Pull every line with "lineWidth" from the entries below.

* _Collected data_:
_ _ _ _ _

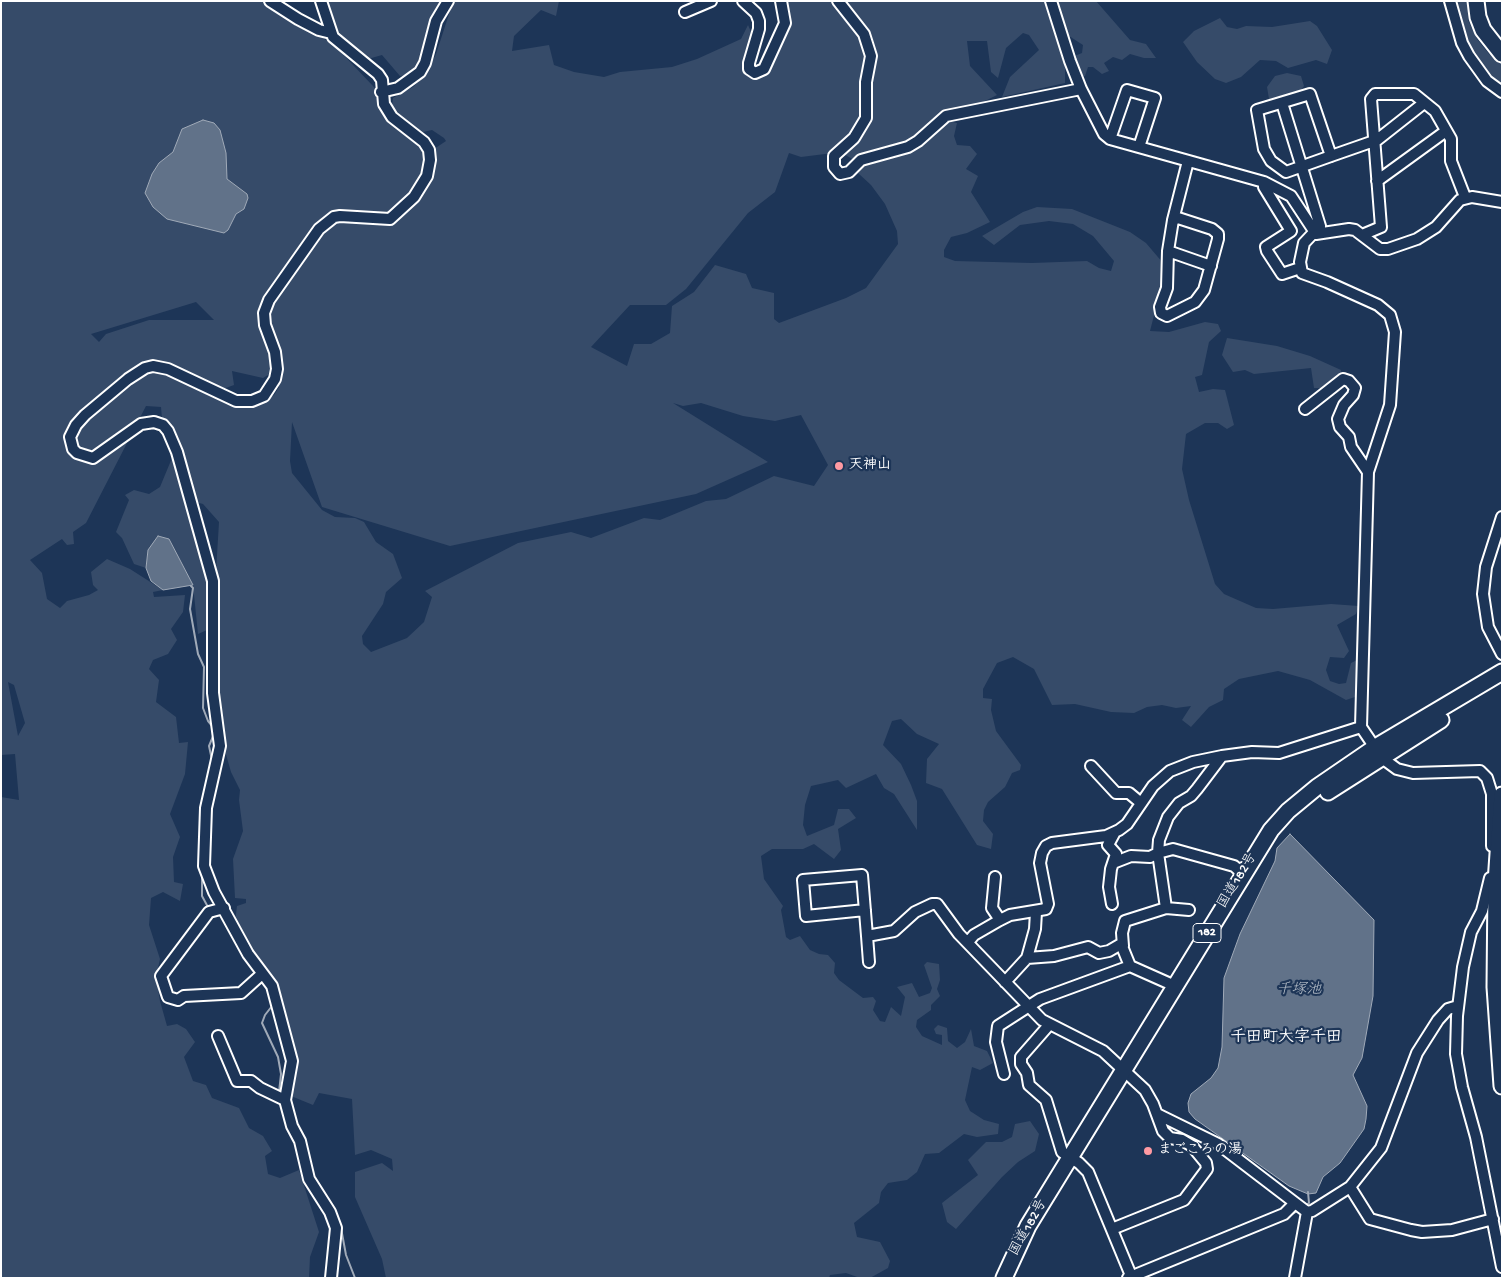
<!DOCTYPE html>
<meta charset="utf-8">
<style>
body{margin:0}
#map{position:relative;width:1503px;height:1279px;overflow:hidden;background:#1d3557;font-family:"Gochi Hand",sans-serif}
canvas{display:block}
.frame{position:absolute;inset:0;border:2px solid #fff;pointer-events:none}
</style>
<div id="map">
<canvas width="1503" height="1279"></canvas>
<div class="frame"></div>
</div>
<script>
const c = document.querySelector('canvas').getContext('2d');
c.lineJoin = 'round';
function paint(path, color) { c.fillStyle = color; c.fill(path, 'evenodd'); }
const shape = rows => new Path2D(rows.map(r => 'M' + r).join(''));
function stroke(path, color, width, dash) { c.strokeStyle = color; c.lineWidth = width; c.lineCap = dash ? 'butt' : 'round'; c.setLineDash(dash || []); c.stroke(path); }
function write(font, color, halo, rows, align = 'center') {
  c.font = font + ' "Gochi Hand","Klee One",sans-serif'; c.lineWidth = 4.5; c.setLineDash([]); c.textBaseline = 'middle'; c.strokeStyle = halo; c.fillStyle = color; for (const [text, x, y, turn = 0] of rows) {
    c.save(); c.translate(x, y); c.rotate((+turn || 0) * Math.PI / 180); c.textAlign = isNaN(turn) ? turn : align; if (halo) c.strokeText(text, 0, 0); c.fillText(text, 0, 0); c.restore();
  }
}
paint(shape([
 [1,1,264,1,334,45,392,106,393,98,413,87,426,74,436,54,452,5,456,1,559,1,556,16,541,10,514,36,512,51,549,45,554,65,574,72,604,77,620,72,672,67,697,59,741,39,748,25,752,34,751,48,744,71,751,77,757,78,767,74,791,21,787,1,834,1,858,32,866,58,863,118,851,138,833,153,801,157,789,153,775,192,748,213,686,289,666,305,630,305,591,347,627,366,634,344,651,344,670,333,672,306,694,292,715,265,746,274,752,288,774,293,774,319,779,323,846,298,866,288,898,244,897,231,885,204,871,185,858,173,862,166,871,159,914,149,948,121,957,123,954,136,957,145,970,146,977,154,966,169,978,176,971,192,990,222,967,233,951,237,944,250,944,257,955,261,1032,263,1087,261,1099,268,1111,271,1114,261,1093,236,1073,224,1049,221,1020,225,994,245,982,236,1023,212,1037,207,1072,209,1130,232,1146,243,1163,263,1161,288,1150,331,1169,332,1205,322,1218,324,1221,331,1209,342,1202,375,1195,377,1199,392,1213,389,1225,390,1234,425,1227,429,1218,423,1205,423,1186,434,1182,469,1189,500,1215,584,1224,594,1256,608,1273,609,1331,604,1359,606,1356,614,1337,625,1349,651,1344,658,1330,657,1326,670,1330,681,1339,684,1346,683,1351,663,1357,660,1355,697,1346,700,1310,680,1278,671,1239,679,1224,689,1223,700,1209,707,1191,727,1182,720,1191,706,1176,708,1162,705,1147,707,1134,713,1111,712,1075,704,1052,705,1034,669,1013,657,997,663,983,689,983,698,992,699,991,710,996,731,1021,765,1020,770,1012,773,1005,787,988,802,984,810,983,821,993,834,991,849,977,845,942,789,926,783,927,759,939,744,917,734,901,719,892,721,883,745,901,764,911,785,917,801,917,830,894,794,884,788,876,774,846,788,838,780,811,786,805,805,803,825,807,836,834,825,838,809,849,809,856,818,838,829,841,850,834,859,814,844,803,849,772,849,761,856,764,879,783,906,781,910,786,937,790,940,800,936,810,950,819,954,828,955,835,963,834,973,839,980,863,998,873,997,876,1001,873,1010,880,1021,885,1022,891,1007,901,1016,905,997,897,987,912,983,919,997,930,993,932,988,924,965,927,962,939,964,940,980,937,989,940,996,931,1005,931,1010,917,1020,916,1027,922,1036,942,1045,942,1035,936,1034,934,1029,938,1025,947,1028,948,1041,957,1048,965,1042,971,1029,974,1046,987,1051,993,1063,980,1070,972,1067,965,1100,970,1111,984,1120,999,1124,998,1134,977,1137,964,1134,939,1153,925,1154,917,1172,907,1180,888,1183,881,1192,879,1203,854,1223,857,1237,880,1242,890,1261,888,1268,870,1278,860,1278,846,1273,830,1275,829,1278,386,1278,382,1259,355,1197,355,1172,382,1163,393,1171,392,1159,371,1150,355,1155,352,1099,319,1093,313,1105,291,1096,297,1065,274,984,235,922,237,906,246,903,246,899,235,898,233,859,243,831,239,800,240,790,231,772,225,751,218,692,216,572,219,522,203,504,192,501,170,428,162,419,161,407,146,406,86,523,73,532,74,544,67,545,62,539,30,560,42,573,47,599,60,608,67,601,89,595,98,590,93,585,91,572,107,559,130,569,163,590,153,592,154,597,185,595,183,612,171,629,177,640,168,654,153,660,149,669,159,680,156,702,176,717,179,743,188,742,185,774,170,814,180,837,173,857,174,882,183,884,180,901,163,892,151,898,149,925,160,959,156,977,160,1001,167,1026,177,1024,186,1029,195,1042,184,1057,193,1081,206,1085,212,1098,239,1108,249,1128,263,1136,272,1151,265,1156,268,1174,280,1178,299,1170,319,1232,310,1257,309,1278,1,1278,1,797,19,800,15,754,1,755],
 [410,125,423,132,432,130,444,138,446,141,434,149,434,160],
 [196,302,214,320,149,320,106,334,99,342,91,334],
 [165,365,220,390,234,385,232,371,263,378,268,375,270,371,276,377,279,387,274,395,256,406,243,408,226,404,173,376,156,372,146,374,135,383,129,376],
 [673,403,683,406,701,403,743,416,775,421,801,415,828,465,814,486,774,476,726,499,706,501,660,520,644,518,591,538,571,532,518,543,425,591,432,597,424,622,407,638,371,652,363,644,362,636,383,604,386,592,402,578,393,554,376,542,364,522,355,518,335,517,322,510,292,473,290,461,292,422,322,507,450,546,696,494,768,462],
 [8,682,14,685,25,723,18,736],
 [326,1,440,1,429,22,419,63,409,75,400,76,382,55,368,59,340,35,334,26],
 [843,1,1046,1,1065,65,1065,83,1002,97,1010,77,1039,50,1029,35,1023,33,1006,48,998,78,991,72,987,41,967,41,970,66,997,95,981,103,946,112,913,142,874,151,854,160,842,153,863,136,873,120,869,83,874,62],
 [1056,1,1096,1,1130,40,1146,44,1156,58,1144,58,1130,54,1122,60,1113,57,1104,63,1109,71,1102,74,1093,67,1088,67,1085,76,1080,76,1072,57,1082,53,1083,45,1069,36,1056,10],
 [1455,1,1468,1,1468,20,1477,39,1489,54,1502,63,1502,84,1485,72,1473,55,1462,33],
 [1220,18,1227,27,1237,29,1246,26,1272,27,1310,21,1317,26,1332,50,1327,64,1316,60,1288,68,1276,61,1260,60,1241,77,1226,83,1215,79,1197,62,1183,42,1194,31],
 [1287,73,1301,76,1304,86,1298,94,1269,99,1267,87,1275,76],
 [1227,338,1277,346,1310,356,1341,370,1342,378,1326,388,1314,388,1311,368,1254,374,1245,370,1233,372,1222,355],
 [172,458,209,584,207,630,198,634,193,585,169,540,148,550,146,568,134,564,122,538,116,532,129,500,125,495,134,490,149,494,160,487],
 [1030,1121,1039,1134,1035,1151,1018,1162,1002,1177,956,1229,947,1222,942,1203,978,1175,968,1160,986,1142,1002,1142,1012,1137,1015,1124]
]), '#364b69');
const water = shape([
 [203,120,214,123,220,130,226,153,227,179,247,194,248,198,244,209,236,214,228,230,224,233,167,219,153,207,145,193,152,174,159,163,173,152,182,129,203,120],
 [158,536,169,539,193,585,163,590,151,581,146,568,148,550,158,536],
 [1290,834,1374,920,1373,996,1362,1058,1353,1075,1367,1106,1366,1119,1364,1129,1340,1163,1323,1177,1316,1193,1308,1194,1289,1186,1195,1119,1189,1112,1188,1103,1191,1094,1211,1078,1218,1068,1222,1047,1224,978,1240,934,1275,861,1277,848,1290,834]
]);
paint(water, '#617289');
stroke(water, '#a0aab8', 1);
stroke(shape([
 [191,586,193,588,190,609,198,654,204,667,203,708,208,721,213,727],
 [212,760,209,746,214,734],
 [202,873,202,896,209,909],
 [272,1006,265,1015,262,1023,278,1057,281,1074,279,1092],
 [1305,1206,1309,1203,1308,1192],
 [1288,1216,1299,1210],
 [341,1228,346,1255,355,1278]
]), '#a0aab8', 2);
const minor = shape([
 [270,1,298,19,319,30,331,33],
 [321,1,333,37,378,74,382,80,384,104,392,117,424,142,429,150,430,160,427,176,414,197,390,219,340,216,334,217,319,229,269,300,264,313,265,325,275,352,277,369,275,379,264,396,252,401,236,401,168,369,153,366,145,368,128,379,85,415,76,425,70,437,73,449,77,453,93,458,141,424,154,422,163,425,168,431,177,452,213,581,213,693,220,746,206,808,204,866,214,892,248,954,272,986,292,1061,285,1100,292,1126,300,1141,309,1179,330,1212,336,1228,331,1278],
 [743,1,756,13,759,21,759,29,749,63,749,69,755,73,764,69,785,23,781,1],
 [838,1,864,34,871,56,866,82,866,118,854,138,834,156,834,167,840,174,849,172,861,160,908,147,918,141,946,116,1081,89],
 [1051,1,1070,61,1081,89,1104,134,1110,139,1264,182,1291,196,1316,234,1349,229,1355,230,1380,249,1388,249,1417,239,1436,227,1460,200,1472,197,1502,202],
 [1450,1,1462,43,1469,56,1487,81,1502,92],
 [685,12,711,1],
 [381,92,398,88,420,72,425,63,436,21,448,1],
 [1282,103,1320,226,1304,243,1300,262,1302,273,1327,282,1378,305,1390,315,1395,332,1390,405,1368,472,1361,727,1382,758,1397,769,1413,773,1480,771,1487,778,1492,794,1492,846],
 [1110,139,1127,90,1155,98,1139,147],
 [1331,156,1310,94,1257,110,1264,149,1271,161,1286,172,1331,156,1374,141,1377,140,1424,103],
 [1377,181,1446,131],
 [1264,182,1264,187,1291,231,1266,247,1267,251,1282,274,1300,268],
 [1173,220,1178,218,1212,229,1218,234,1218,239,1204,290,1195,302,1167,316,1161,313,1160,307,1167,288,1168,251,1173,220,1188,161],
 [1362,235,1381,227,1371,99,1375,94,1414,94,1435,111,1451,139,1451,161,1465,197],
 [1168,251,1211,266],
 [1305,409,1343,379,1349,381,1355,388,1353,395,1344,405,1338,419,1340,427,1349,437,1351,447,1368,472],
 [1502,517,1486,567,1483,594,1488,627,1502,654],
 [1091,766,1116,793,1129,793,1141,803],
 [1113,863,1131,856,1150,857,1158,853,1159,840,1168,817,1179,803,1191,796,1197,789,1222,756],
 [995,877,992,908,1000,920],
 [1490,878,1482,911,1471,932,1463,967,1457,1016,1456,1054,1462,1087,1476,1137,1502,1267],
 [1112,904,1109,887,1111,869,1116,854,1108,845,1115,832],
 [224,908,209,912,161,976,168,997,178,1000,184,996,241,993,262,974],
 [1166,908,1158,853,1173,849,1234,866,1243,874],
 [865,910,806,916,803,880,862,875,867,936,869,962],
 [867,936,894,931,915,912,932,904,937,904,959,934,1042,1020,1103,1051,1145,1090,1153,1104,1163,1131,1170,1138,1182,1140,1192,1146,1206,1163,1207,1169,1184,1200,1112,1229],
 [968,942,974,935,1000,920,1010,915,1046,909,1048,904,1040,863,1042,853,1046,846,1052,843,1106,836,1119,830,1127,824,1153,786,1170,771,1193,762,1222,756,1252,752,1279,753,1361,727],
 [1123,946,1122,933,1125,921,1166,908,1189,910],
 [1027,958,1054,956,1088,947,1099,953,1109,951,1121,944,1130,966,1175,986],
 [1005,982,1027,958,1035,929,1036,912],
 [1049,1025,1021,1057,1021,1064,1027,1073,1029,1085,1046,1100,1062,1152,1079,1163,1088,1172,1132,1278],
 [218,1036,237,1081,251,1081,260,1088,285,1100],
 [1004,1074,996,1042,998,1026,1040,999,1130,966],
 [1157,1114,1218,1144,1307,1212,1312,1211,1350,1187,1381,1148,1417,1053,1438,1020,1448,1009,1458,1006],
 [1350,1187,1370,1219,1411,1230,1422,1232,1452,1230,1493,1219],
 [1128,1278,1284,1214,1295,1203],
 [1295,1278,1307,1212]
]);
const highway = shape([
 [1476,1,1478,17,1483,30,1502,54],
 [1328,792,1441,720],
 [1502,795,1496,883,1495,987,1502,1086],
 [1004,1278,1028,1226,1271,830,1288,811,1317,787,1374,748,1502,672]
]);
stroke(minor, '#fff', 14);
stroke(highway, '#fff', 19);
stroke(minor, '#1d3557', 10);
stroke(highway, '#1d3557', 15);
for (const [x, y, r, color] of [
 [839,466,5,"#ff9aa2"],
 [1148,1151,5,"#ff9aa2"]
]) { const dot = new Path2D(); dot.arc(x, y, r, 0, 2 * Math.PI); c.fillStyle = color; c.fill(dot); stroke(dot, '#1d3557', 2); }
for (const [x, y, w] of [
 [1207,933,28]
]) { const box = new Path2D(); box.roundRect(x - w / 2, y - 9.5, w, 19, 4); c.fillStyle = '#1d3557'; c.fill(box); stroke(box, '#fff', 1); }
write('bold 12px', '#fff', null, [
 ["182",1207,933]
]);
write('bold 14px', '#fff', '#1d3557', [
 ["天神山",849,466],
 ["まごころの湯",1158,1151]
], 'left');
write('14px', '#fff', '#1d3557', [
 ["国道182号",1238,881,-59],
 ["国道182号",1029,1228,-61]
]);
write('italic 15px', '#b8c0ca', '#1d3557', [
 ["千塚池",1299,991]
]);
write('bold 16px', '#fff', '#1d3557', [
 ["千田町大字千田",1286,1039]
]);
</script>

_ _ _ _ _

* _ANSWER AREA_:
function stroke(path, color, width, dash) { c.strokeStyle = color; c.lineWidth = width; c.lineCap = dash ? 'butt' : 'round'; c.setLineDash(dash || []); c.stroke(path); }
  c.font = font + ' "Gochi Hand","Klee One",sans-serif'; c.lineWidth = 4.5; c.setLineDash([]); c.textBaseline = 'middle'; c.strokeStyle = halo; c.fillStyle = color; for (const [text, x, y, turn = 0] of rows) {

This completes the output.